# Can't access USB Hard Disk over network, can access directly, any ideas why ?



## din (Dec 5, 2007)

Having a strange problem.

Before explaining that, recent changes made (it was working before the changes) in PC - NAV 2007 install, Wired network changed to wired+wireless network.

I can't access the Western Digital Passport USB Hard disk over network. It was working fine till recently. If I try My Computer -> USB Hard disk, it works, I can open and all ok, but when I try Network -> Workgrpoup -> PC -> USB Hard disk, it ask for user name and pass. I tried with all admin, user info but all failed. Same happens when I tried to access it from another PC through network. 

I have 3 hard disks in this PC. Two of them internal (normal HDD) and one USB HDD. Can access other two HDD through network.
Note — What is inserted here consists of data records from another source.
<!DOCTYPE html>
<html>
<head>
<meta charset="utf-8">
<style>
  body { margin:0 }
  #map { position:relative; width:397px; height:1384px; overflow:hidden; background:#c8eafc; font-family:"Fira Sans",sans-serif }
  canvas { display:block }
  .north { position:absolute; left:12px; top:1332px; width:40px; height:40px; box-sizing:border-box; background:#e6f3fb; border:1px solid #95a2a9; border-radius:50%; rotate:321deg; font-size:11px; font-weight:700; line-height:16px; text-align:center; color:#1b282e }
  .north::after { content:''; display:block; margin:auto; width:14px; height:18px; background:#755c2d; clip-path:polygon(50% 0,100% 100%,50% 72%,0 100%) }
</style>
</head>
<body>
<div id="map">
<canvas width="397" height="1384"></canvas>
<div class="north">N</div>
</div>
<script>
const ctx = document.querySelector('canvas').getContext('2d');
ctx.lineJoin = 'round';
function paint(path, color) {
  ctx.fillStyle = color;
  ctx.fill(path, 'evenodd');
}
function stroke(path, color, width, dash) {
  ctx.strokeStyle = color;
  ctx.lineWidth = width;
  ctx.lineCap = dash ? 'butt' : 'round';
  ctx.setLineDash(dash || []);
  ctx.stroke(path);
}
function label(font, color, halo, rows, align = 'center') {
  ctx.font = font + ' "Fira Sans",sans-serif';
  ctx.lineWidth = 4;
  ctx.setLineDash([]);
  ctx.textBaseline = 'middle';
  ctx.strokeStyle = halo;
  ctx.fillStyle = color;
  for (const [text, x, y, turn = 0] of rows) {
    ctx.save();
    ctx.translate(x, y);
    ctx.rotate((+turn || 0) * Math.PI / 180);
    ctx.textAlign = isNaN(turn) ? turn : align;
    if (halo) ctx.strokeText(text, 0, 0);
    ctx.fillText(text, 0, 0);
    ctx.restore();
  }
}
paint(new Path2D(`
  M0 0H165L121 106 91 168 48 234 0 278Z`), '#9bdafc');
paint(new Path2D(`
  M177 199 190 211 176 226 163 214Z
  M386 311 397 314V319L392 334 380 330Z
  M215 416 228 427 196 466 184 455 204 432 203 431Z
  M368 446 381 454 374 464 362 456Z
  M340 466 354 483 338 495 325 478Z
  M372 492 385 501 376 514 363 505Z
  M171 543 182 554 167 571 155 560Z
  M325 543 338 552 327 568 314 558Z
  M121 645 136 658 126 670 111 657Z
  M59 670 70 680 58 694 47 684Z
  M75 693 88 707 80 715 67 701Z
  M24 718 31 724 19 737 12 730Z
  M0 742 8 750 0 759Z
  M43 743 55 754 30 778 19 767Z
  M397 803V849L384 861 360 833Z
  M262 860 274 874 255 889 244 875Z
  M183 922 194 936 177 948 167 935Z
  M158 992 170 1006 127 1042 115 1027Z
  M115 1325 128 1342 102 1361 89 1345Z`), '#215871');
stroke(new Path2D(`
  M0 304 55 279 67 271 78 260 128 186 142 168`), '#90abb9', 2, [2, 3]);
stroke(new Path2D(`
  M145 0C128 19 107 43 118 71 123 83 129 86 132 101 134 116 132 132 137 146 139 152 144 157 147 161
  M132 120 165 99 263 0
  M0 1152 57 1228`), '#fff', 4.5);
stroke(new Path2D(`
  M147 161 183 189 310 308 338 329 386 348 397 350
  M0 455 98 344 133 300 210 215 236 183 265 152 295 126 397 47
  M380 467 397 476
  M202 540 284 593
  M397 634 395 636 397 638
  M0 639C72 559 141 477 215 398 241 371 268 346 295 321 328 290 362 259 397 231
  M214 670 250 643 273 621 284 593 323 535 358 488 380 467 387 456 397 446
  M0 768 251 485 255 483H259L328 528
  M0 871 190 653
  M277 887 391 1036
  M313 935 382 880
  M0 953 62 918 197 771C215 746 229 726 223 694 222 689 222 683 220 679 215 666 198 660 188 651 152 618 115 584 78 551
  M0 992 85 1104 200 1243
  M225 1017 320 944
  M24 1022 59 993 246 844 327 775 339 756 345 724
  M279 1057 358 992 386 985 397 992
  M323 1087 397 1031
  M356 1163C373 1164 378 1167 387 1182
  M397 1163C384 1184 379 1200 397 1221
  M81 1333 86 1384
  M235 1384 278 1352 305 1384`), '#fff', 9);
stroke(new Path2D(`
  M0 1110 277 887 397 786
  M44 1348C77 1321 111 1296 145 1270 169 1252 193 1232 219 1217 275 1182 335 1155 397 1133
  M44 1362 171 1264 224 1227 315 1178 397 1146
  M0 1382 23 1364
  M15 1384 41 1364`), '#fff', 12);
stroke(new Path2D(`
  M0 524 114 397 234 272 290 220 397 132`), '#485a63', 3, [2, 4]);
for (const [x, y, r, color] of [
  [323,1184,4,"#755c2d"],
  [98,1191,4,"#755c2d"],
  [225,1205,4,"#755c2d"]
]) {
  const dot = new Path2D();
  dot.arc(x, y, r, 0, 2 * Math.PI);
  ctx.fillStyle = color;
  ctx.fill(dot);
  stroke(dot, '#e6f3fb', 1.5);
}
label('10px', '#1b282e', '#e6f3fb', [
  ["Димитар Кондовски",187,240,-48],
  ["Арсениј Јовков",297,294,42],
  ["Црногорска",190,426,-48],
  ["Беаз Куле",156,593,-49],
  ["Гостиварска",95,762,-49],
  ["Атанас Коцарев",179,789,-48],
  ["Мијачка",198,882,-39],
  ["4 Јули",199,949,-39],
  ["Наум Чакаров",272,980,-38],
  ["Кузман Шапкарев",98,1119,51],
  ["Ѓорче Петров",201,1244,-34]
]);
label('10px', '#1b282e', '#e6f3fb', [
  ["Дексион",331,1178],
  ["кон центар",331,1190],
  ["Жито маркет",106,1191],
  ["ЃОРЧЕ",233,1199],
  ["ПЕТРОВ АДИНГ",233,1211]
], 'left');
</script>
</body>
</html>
Only problem is with this one.

Another thing I noticed, when I rt click on USB HDD I can't see security tab, I can see sharing tab (I set sharing like all can access, still no luck)

Any idea why ? Any problem with NAV 2007 settings ? Thats the only change/installation made recently. I could access the USB HDD through network before.

I am on Windows XP.

Any ideas ?  ?


----------



## abhasbajpai (Dec 9, 2007)

is the HDD shared ? with access to network users


----------